Exercise data below:

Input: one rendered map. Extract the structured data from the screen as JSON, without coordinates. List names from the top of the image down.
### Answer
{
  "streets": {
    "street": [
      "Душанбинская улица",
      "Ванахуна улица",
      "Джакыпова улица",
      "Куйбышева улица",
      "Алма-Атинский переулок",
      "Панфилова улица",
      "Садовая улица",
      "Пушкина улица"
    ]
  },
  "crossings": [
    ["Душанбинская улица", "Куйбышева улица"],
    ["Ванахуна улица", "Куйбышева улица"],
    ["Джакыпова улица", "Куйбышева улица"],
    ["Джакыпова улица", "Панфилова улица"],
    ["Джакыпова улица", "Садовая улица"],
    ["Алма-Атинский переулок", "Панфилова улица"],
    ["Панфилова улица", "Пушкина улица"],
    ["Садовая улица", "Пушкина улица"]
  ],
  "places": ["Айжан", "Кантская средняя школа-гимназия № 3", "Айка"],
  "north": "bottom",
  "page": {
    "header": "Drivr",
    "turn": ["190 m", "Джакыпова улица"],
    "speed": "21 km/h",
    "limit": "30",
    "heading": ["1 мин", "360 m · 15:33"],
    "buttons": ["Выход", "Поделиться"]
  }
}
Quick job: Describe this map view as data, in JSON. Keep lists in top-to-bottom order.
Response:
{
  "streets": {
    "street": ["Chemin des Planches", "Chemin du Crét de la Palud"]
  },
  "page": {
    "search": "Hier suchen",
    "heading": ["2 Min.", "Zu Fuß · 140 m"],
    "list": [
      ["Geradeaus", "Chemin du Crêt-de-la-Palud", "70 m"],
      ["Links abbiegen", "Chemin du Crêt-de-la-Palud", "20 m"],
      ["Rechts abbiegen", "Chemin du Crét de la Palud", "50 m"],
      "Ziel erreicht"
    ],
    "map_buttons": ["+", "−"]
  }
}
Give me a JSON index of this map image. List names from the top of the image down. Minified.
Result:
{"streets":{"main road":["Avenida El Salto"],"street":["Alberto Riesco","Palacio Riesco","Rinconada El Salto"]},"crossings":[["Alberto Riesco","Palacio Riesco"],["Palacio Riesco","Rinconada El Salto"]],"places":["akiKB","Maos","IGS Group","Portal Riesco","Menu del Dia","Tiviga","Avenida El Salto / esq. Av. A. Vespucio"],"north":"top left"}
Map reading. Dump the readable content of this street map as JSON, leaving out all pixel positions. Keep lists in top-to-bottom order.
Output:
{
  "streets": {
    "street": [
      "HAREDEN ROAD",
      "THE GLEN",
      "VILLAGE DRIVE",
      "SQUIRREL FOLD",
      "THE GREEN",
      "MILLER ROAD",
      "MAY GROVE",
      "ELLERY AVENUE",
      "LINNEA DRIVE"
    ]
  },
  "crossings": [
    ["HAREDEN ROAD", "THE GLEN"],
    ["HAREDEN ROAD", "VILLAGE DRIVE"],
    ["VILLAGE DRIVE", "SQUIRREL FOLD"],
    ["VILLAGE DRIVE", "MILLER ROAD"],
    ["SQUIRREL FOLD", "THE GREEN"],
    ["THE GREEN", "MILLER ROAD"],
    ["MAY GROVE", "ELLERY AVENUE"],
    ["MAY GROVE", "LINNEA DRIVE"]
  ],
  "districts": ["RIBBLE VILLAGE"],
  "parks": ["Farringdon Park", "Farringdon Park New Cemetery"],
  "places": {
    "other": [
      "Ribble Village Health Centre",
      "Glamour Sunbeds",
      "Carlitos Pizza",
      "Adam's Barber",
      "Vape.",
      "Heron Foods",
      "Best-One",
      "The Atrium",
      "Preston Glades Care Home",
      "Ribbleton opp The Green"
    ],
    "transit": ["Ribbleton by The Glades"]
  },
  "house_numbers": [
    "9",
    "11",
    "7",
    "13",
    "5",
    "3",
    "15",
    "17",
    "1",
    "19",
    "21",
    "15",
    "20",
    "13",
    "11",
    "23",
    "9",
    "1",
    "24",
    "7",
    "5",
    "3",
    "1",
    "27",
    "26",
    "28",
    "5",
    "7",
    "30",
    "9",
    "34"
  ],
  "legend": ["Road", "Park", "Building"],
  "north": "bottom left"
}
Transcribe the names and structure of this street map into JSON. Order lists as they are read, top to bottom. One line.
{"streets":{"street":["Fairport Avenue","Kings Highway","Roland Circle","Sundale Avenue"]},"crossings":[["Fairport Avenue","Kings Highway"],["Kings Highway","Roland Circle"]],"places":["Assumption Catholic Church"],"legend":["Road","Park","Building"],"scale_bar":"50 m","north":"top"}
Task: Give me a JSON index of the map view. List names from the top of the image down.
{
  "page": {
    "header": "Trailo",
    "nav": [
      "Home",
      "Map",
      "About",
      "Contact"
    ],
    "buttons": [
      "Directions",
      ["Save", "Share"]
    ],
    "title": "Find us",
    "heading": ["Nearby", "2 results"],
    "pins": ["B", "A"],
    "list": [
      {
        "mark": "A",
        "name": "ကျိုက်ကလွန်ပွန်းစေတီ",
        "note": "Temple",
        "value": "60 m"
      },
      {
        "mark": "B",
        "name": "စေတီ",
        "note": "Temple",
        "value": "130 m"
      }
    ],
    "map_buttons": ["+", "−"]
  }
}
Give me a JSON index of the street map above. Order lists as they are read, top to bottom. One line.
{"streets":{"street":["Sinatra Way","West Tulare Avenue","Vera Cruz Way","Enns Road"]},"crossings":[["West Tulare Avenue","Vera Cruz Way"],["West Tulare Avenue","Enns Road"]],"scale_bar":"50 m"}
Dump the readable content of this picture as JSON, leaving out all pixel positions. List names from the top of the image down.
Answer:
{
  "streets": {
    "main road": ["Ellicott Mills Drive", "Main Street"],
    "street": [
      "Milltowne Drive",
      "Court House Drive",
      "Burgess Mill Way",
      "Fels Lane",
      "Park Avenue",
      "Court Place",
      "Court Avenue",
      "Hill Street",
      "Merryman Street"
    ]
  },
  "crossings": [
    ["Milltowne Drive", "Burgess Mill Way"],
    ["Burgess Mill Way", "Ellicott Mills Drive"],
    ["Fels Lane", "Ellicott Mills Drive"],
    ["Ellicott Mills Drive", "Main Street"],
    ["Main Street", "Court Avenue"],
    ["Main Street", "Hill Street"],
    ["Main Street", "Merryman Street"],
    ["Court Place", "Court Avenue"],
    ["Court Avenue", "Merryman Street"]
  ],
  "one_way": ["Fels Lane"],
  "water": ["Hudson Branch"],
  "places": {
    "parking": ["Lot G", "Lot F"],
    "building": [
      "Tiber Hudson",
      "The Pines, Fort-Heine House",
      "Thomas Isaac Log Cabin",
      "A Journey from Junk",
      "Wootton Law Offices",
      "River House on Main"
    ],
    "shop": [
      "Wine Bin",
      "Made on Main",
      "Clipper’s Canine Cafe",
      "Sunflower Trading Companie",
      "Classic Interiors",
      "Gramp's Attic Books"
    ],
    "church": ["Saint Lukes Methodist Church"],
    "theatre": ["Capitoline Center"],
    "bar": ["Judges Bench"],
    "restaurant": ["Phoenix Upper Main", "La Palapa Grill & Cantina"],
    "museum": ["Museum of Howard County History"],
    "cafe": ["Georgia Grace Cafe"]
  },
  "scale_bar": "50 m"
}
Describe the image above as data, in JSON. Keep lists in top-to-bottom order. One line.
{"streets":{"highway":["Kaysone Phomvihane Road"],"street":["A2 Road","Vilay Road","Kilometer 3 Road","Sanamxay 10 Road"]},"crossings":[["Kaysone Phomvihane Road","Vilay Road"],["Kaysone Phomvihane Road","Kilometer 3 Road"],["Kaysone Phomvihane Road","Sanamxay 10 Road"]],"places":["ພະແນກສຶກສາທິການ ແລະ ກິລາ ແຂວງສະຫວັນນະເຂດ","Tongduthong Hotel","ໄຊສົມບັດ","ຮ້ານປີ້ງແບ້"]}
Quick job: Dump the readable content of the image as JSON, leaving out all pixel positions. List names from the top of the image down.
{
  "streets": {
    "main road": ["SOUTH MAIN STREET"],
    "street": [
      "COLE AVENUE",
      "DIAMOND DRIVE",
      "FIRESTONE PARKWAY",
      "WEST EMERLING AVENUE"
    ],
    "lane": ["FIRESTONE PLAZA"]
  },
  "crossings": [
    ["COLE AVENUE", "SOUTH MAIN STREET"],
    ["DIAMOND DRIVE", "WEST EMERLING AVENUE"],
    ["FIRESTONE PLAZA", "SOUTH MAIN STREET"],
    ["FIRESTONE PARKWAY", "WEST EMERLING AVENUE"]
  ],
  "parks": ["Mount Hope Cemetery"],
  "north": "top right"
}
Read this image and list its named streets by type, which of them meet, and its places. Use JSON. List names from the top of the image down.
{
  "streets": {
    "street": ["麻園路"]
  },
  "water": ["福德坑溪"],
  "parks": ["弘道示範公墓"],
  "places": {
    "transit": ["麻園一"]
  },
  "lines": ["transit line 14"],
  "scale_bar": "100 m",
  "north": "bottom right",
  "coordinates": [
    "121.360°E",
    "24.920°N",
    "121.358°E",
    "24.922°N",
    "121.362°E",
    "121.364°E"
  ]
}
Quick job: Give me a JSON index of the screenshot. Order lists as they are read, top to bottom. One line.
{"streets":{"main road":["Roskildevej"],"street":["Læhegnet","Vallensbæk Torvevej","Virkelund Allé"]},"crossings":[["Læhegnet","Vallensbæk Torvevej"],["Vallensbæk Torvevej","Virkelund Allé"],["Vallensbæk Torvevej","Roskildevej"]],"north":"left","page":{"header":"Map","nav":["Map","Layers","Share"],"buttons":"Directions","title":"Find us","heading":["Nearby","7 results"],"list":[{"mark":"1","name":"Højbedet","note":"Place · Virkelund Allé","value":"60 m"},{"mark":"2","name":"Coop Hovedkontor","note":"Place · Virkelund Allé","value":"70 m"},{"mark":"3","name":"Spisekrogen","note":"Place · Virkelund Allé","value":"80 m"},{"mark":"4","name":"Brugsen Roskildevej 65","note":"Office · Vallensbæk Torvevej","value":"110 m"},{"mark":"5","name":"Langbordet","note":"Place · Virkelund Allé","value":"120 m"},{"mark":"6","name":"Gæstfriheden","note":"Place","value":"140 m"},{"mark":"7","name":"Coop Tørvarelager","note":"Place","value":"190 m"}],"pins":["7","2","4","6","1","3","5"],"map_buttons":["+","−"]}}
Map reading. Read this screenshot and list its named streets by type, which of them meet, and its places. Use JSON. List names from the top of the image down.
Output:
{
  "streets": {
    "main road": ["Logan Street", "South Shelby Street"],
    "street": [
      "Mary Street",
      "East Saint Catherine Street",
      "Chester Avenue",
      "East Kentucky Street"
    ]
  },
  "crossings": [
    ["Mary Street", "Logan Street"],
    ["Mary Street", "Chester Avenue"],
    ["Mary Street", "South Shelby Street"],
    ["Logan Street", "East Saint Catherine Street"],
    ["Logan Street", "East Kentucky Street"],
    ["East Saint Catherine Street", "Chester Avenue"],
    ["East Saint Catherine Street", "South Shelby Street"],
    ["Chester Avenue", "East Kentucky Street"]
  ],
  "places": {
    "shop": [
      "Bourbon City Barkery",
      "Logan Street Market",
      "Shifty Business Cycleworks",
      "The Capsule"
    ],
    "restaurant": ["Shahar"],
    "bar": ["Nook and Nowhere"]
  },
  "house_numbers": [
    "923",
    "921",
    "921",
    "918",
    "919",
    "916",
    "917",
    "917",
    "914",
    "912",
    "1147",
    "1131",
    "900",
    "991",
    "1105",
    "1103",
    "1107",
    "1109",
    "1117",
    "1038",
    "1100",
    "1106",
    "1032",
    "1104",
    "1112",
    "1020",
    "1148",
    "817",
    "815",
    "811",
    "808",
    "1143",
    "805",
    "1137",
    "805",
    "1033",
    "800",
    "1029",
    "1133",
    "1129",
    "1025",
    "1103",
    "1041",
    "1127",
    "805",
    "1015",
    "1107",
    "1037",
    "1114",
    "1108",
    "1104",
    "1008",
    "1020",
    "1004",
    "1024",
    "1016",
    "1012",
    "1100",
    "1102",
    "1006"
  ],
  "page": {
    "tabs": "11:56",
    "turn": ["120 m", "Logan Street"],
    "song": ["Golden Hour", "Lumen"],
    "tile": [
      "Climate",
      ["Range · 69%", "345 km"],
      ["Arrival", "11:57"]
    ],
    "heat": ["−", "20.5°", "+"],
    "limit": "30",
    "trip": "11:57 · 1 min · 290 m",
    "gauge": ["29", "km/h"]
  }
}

End of Exercise data.

**What to do:** Pick out the lines above that hold the string "Kentucky" and show them.

**Exercise answer:**
      "East Kentucky Street"
    ["Logan Street", "East Kentucky Street"],
    ["Chester Avenue", "East Kentucky Street"]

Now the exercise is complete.